Além das implicações imediatas para os atores e escritores, a greve colocou em evidência uma conversa mais ampla sobre a inteligência artificial e seu impacto na sociedade. Coincidindo com a greve, o presidente dos EUA, Joe Biden, assinou uma ordem executiva ampla com o objetivo de limitar o poder do uso comercial de IA. O SAG aproveitou esse momento para enfatizar a necessidade de os trabalhadores e sindicatos permanecerem na vanguarda do desenvolvimento de políticas relacionadas à inteligência artificial.
A questão subjacente da greve de Hollywood, tanto para os escritores quanto para os atores, era a viabilidade de manter um estilo de vida de classe média frente a um modelo de negócios que parecia desatualizado. A SAG apontou a necessidade de modelos de pagamento para streaming que se equiparassem aos lucros obtidos por conteúdos transmitidos em redes de televisão tradicionais, – um ponto crítico em um cenário onde as plataformas de streaming dominam o consumo de entretenimento.
Com a conclusão das greves, há um otimismo, embora ainda relutante, de que questões fundamentais foram abordadas e que a indústria pode agora avançar para um período mais estável e justo, o que significa que as produções, desde “Gladiator 2” até “Andor”, podem retomar as filmagens.
Shawn Levy, diretor do terceiro filme “Deadpool”, comentou em agosto à WIRED, que estaria pronto para voltar às gravações no Reino Unido tão logo a greve de Hollywood acabasse. Chegou a hora!
O fim das greves é um sinal de que, embora a tecnologia continue a desafiar as normas estabelecidas, há um compromisso renovado com a proteção e valorização do elemento humano na arte do storytelling.

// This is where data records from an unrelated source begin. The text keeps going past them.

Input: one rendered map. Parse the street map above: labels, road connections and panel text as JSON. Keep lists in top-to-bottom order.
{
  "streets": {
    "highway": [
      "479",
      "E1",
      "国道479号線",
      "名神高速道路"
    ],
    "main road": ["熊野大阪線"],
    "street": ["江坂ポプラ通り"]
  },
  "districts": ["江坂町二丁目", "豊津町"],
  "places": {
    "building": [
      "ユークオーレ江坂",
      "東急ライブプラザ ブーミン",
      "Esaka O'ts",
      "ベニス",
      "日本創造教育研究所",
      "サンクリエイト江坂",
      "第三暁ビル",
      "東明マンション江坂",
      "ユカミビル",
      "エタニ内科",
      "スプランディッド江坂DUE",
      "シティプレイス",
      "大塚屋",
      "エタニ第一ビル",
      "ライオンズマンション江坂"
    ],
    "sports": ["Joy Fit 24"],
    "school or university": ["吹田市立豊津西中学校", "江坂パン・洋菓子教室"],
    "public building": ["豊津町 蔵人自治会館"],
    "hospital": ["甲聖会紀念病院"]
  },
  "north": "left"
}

A greve de Hollywood chamou atenção do mundo todo, e este acordo é um marco, não apenas para os envolvidos diretamente, mas também como um exemplo de como as indústrias criativas podem negociar a integração da tecnologia de forma que respeite e compense justamente os criadores. O futuro do entretenimento, indubitavelmente, contará com inteligência artificial, mas com a perspectiva de que a tecnologia deve complementar, e não usurpar, a contribuição humana.